Business Law

Ron Miller Enterprises, Inc., vs. Lobel Financial Corp., Inc. (Cal.App.) – Purchaser of Conditional Sales Contracts is Liable for Debts of Defaulting Dealerships Because Senior Inventory Lender Retained Vehicles’ Title Certificates.

The following is a case update prepared by Dan Schechter, Professor Emeritus, Loyola Law School, Los Angeles, analyzing a recent decision of interest:


A California appellate court has held that a purchaser of conditional sales contracts was liable for the debts of two defaulting vehicle dealerships because the senior inventory lender retained the vehicles’ title certificates.  [Ron Miller Enterprises, Inc., vs. Lobel Financial Corp., Inc., 2019 Westlaw 1199523 (Cal.App.).]

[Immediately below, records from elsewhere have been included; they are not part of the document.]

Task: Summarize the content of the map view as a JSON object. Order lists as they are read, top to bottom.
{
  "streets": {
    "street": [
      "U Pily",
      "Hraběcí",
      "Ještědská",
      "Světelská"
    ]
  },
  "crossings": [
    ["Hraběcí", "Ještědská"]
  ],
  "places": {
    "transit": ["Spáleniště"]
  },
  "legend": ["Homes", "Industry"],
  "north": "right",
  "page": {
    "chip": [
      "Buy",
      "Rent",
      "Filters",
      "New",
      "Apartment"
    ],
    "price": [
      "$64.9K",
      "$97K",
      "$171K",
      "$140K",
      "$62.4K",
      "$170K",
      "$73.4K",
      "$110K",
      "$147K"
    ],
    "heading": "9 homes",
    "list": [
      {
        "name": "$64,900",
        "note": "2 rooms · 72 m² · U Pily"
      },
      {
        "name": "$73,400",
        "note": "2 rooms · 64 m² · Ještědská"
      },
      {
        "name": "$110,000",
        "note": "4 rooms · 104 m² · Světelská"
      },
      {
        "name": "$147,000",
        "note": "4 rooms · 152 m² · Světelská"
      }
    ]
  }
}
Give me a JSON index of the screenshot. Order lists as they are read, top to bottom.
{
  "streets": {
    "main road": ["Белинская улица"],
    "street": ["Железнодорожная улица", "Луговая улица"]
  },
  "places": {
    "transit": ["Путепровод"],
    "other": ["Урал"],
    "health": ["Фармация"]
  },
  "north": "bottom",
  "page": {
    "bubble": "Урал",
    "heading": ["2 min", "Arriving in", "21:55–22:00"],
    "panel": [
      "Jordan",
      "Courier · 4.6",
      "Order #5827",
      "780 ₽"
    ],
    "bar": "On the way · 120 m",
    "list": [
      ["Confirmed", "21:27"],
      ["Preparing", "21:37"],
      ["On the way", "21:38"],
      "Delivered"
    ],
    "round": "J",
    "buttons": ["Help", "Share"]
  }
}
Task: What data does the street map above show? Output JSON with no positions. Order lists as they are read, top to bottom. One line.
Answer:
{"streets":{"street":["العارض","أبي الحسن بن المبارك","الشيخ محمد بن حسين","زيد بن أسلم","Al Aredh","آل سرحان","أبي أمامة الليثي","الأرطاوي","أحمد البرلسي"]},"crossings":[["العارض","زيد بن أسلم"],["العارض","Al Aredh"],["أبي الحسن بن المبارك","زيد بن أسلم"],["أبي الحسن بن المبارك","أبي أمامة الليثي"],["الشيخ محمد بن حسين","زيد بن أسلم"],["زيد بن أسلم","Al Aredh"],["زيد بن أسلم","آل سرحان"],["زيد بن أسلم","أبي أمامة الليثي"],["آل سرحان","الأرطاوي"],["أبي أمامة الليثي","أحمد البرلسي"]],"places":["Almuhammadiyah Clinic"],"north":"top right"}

Facts: An inventory lender provided short-term loans to two automobile dealers.  For each vehicle, the dealerships executed an agreement identifying that vehicle as collateral.  The inventory lender took possession of each vehicle’s title certificate and filed UCC-1 financing statements against each dealer.

The dealers then sold the vehicles to consumers under conditional sales contracts.  Those contracts were then sold to an assignee.  Following the dealers’ default on their obligations to the inventory lender, the inventory lender brought suit against the assignee, on the theory that the assignee should have paid the inventory lender in order to acquire the title certificates.  The trial court ruled in favor of the assignee, finding (1) that there was no intent on the part of the inventory lender to create a security interest in the vehicles and (2) that there was no obligation on the part of the assignee to pay the inventory lender.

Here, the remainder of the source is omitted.